NASA's massive Vehicle Assembly Building
Each stripe on the flag is as wide as a standard freeway lane
When built, this was the largest building in the world by volume
If you appreciate the history of our space program, it's hard not to be fascinated by most everything KSC has to offer. We arrived around lunchtime and hopped on a tour bus (a free tour is part of admission) to the Launch Complex 39 Observation Gantry. I'm actually going to include those photos next time; I took so many that I think it's best to break this into two posts. We then hopped back on the bus and spent a couple hours in the Apollo / Saturn V Center. They have an actual Saturn V mounted horizontally inside - honestly, I shouldn't have to say anything more than that. It's awesome.

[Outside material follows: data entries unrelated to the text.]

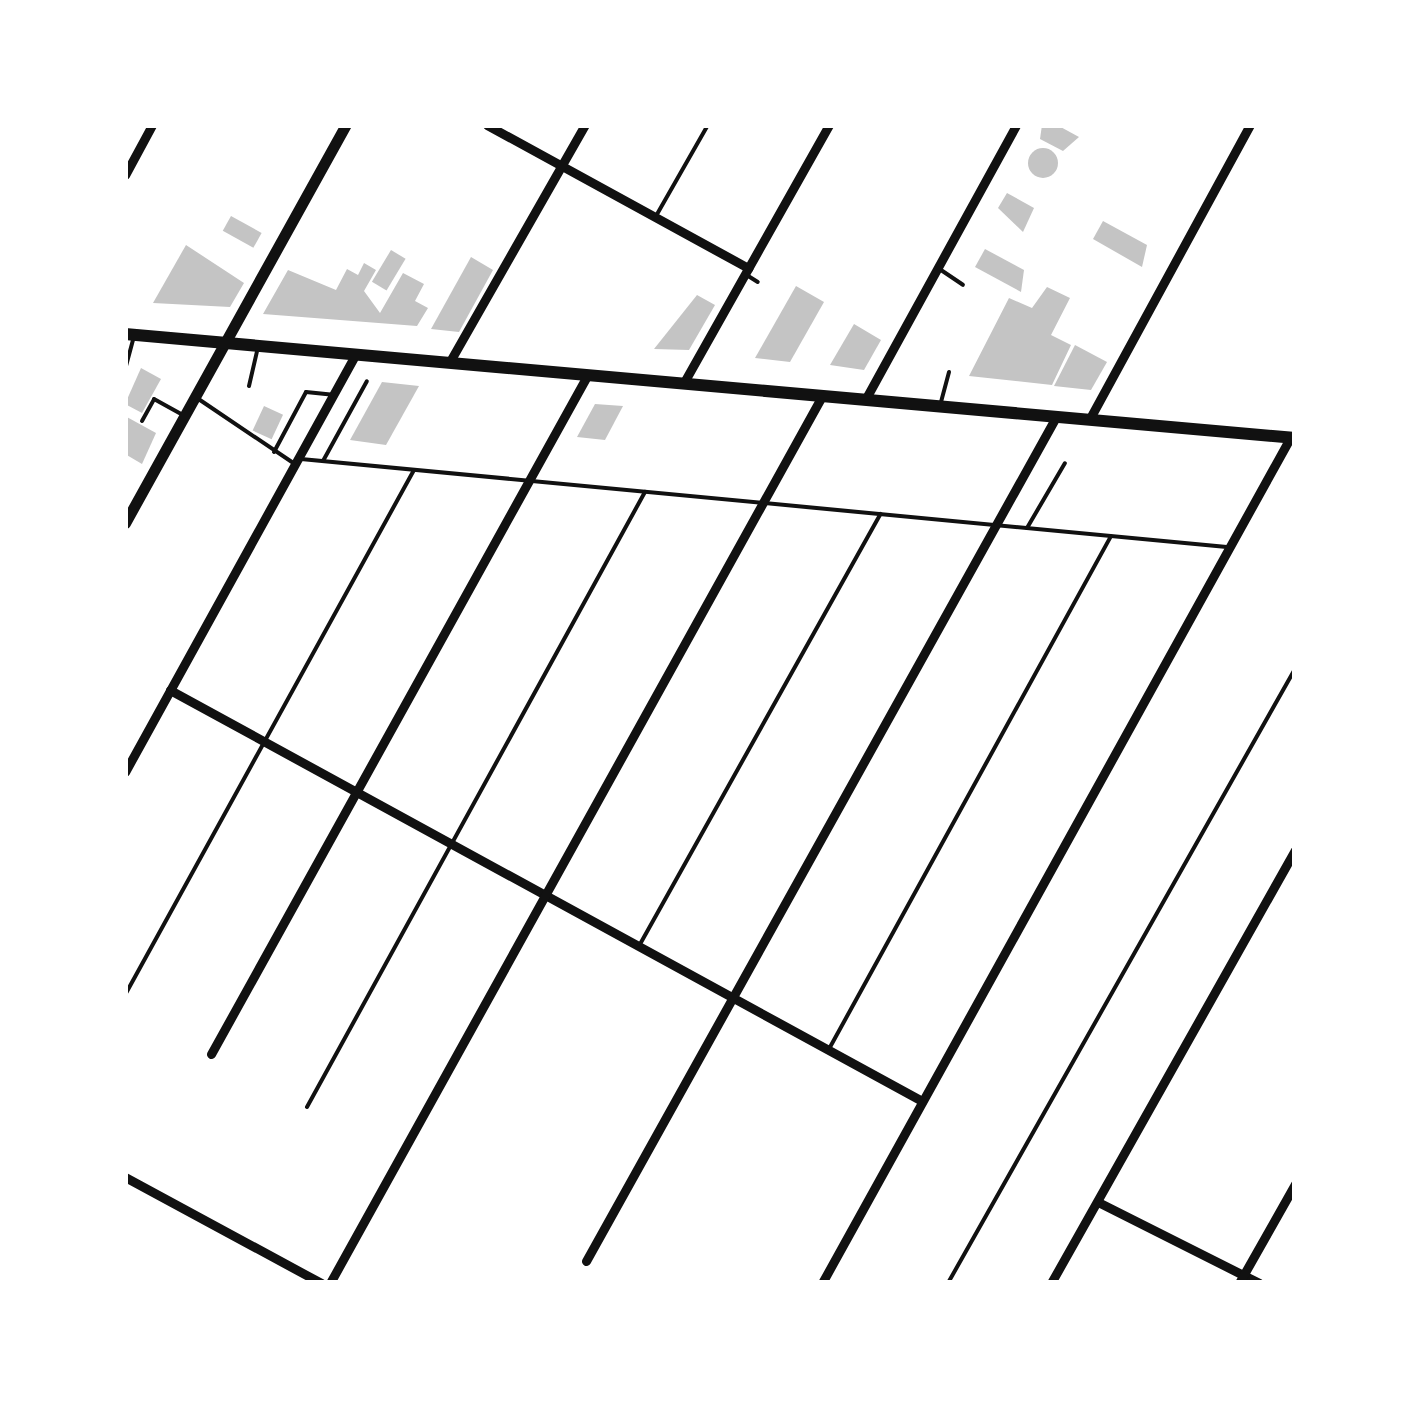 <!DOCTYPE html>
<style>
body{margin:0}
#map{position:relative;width:1420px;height:1408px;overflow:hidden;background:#fff;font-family:Ubuntu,sans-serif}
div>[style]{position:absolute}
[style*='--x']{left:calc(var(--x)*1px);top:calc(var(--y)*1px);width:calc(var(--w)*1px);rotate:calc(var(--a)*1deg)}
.building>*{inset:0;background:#c4c4c4;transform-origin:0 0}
.round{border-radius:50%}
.service>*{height:4px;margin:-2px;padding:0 2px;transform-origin:2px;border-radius:2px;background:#111}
.minor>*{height:9px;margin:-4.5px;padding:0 4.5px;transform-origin:4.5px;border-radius:4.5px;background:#111}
.tertiary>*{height:11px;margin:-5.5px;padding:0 5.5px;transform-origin:5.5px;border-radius:5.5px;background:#111}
.secondary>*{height:12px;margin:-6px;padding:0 6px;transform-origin:6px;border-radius:6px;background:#111}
span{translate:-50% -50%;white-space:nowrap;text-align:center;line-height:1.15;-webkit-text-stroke:8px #fff;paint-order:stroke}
.frame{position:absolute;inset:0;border:128px solid #fff;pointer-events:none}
</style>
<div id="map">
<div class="building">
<i style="clip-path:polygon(1042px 125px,1057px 125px,1079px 137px,1063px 151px,1040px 139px)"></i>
<i class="round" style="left:1028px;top:148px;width:30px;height:30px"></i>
<i style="clip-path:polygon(1007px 193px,1034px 208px,1023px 232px,998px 208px)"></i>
<i style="left:231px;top:216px;width:35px;height:17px;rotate:29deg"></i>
<i style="clip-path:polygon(1103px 221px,1147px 245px,1142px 267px,1093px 239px)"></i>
<i style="clip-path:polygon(186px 245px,244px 283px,230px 307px,153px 303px)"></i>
<i style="clip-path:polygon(985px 249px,1024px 270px,1021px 292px,975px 267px)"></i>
<i style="left:391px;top:250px;width:17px;height:37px;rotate:31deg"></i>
<i style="clip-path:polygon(471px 257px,493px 270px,459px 332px,431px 329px)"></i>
<i style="clip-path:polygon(364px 263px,376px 270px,364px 291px,380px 313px,403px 273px,424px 284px,415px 301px,428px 308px,417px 326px,263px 314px,288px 270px,336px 290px,347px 269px,358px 275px)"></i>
<i style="clip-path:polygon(796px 286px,824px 302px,790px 362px,755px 358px)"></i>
<i style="clip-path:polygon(1047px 287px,1070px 298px,1051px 335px,1071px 345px,1052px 385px,969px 376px,1009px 298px,1032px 308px)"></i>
<i style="clip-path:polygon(697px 295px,715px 305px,689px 350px,654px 349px)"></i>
<i style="clip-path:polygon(854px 324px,881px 340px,864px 370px,830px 365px)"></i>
<i style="clip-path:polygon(1075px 345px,1107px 362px,1091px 390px,1054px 386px)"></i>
<i style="clip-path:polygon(141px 368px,161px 379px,142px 413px,125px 404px)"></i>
<i style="clip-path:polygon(382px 382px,419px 386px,386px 445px,350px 440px)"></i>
<i style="clip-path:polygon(595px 404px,623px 406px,605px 440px,577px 437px)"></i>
<i style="left:264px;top:406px;width:21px;height:27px;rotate:25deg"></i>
<i style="clip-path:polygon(125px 416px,156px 433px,142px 464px,125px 454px)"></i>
</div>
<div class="service">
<i style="--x:656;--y:216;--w:105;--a:-60.3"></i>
<i style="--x:938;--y:268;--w:30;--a:34"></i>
<i style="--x:745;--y:274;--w:15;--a:32"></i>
<i style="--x:126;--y:366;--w:28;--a:-75"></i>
<i style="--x:249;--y:386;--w:35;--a:-77"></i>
<i style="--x:197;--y:398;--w:118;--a:34"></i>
<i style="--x:941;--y:402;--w:31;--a:-75"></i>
<i style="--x:142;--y:421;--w:25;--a:-61"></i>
<i style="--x:154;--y:399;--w:31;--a:29"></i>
<i style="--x:274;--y:452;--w:68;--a:-61.9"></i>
<i style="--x:306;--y:392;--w:27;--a:6"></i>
<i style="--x:301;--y:459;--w:930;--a:5.43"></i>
<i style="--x:323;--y:461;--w:91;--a:-61.2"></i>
<i style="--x:1027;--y:528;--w:75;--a:-59.7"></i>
<i style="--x:639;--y:946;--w:495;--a:-60.8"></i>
<i style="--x:125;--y:995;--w:599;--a:-61.17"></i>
<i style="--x:829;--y:1049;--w:585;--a:-61.2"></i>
<i style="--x:307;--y:1107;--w:702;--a:-61.21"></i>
<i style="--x:948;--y:1283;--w:705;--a:-60.53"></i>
</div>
<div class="minor">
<i style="--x:487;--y:125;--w:298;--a:28.7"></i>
<i style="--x:125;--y:175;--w:57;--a:-61.6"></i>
<i style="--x:449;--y:363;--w:274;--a:-60.3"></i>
<i style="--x:683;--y:384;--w:297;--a:-60.6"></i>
<i style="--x:865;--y:400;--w:314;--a:-61.2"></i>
<i style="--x:1089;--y:420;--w:336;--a:-61.4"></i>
<i style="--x:170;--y:690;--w:857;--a:28.66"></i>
<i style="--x:125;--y:772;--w:476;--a:-61.1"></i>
<i style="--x:211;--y:1054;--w:775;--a:-60.99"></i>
<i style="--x:125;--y:1177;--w:223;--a:28.4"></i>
<i style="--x:1098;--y:1202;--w:180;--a:26.7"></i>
<i style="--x:586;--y:1261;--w:966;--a:-60.89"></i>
<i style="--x:330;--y:1283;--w:1014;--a:-60.98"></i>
<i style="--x:822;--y:1283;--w:966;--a:-61.02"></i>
<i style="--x:1051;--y:1283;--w:497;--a:-60.6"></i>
<i style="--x:1239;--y:1283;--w:114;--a:-60.5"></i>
</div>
<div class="tertiary">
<i style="--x:125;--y:523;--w:455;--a:-61"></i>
</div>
<div class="secondary">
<i style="--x:125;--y:334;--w:1175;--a:5.08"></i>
</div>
<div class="frame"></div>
</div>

I will elaborate slightly to remind you that - 44 years after it first flew - the Saturn V is still the tallest, heaviest, most powerful rocket ever launched by mankind. I've seen plenty of missiles and rockets in person before (many in the Missile & Space Gallery at the USAF Museum) but nothing compares to a Saturn V. It's just an incredible piece of engineering and machinery. I was also excited to see the other Apollo-era vehicles including a real Lunar Module and a Command/Service Module. The whole race to the moon is just fascinating to me and I never tire of seeing the remnants and reading up on the history.
Entering the Apollo / Saturn V Center
The actual launch control room from the Apollo era
The Saturn V is, quite simply, a massive thing of beauty
Patches from all the Apollo missions hang next to the Saturn V
Command Module and Launch Escape System
Apollo Command/Service Module
Apollo Command/Service Module
Apollo Lunar Module
Lunar Module simulator
The infamous Astrovan
Vehicle Assembly Building as seen from the Apollo / Saturn V Center
Launch Pad 39-A as seen from the Apollo / Saturn V Center
We spent a couple more hours back on the main grounds of KSC after returning from the bus tour. Gina and I went on the Shuttle Launch Experience, a ride that simulates a Shuttle launch. To be perfectly honest, it was kind of underwhelming. Basically, you're strapped in, the thing rotates so you're sitting vertically, and then it vibrates like crazy for about two minutes. It was neat and all, but let's just say I'm glad it was included in the price of admission. They also have a full-size mockup of a Shuttle that we walked through; the payload bay was bigger than I would have expected.
The Constellation Sphere, 9 tons of granite suspended by water
Part of the new Orion vehicle that's still in development
The building that houses the Shuttle Launch Experience
Inside the Shuttle Launch Experience briefing room
Explorer, a full-size Shuttle mockup
Payload bay of the Explorer mockup
It was a good place to hide from the rain!
Space Mirror Memorial
Thousands of signatures and messages wishing Atlantis' crew good luck
Inside the Astronaut Hall of Fame
Memorial for the Challenger and Columbia crews at the Astronaut HoF
After a fun day at the Space Center, we finished up with about an hour at the Astronaut Hall of Fame. Had I known just how much was inside, I would have absolutely scheduled more time there. They had so many neat items that have flown in space or were part of the space program and everything in there was extremely interesting to read about. Come to find out they even have a centrifuge that you can get a ride in! Not that I probably would've jumped at that opportunity, but still... you don't find those available to the general public very often - if ever!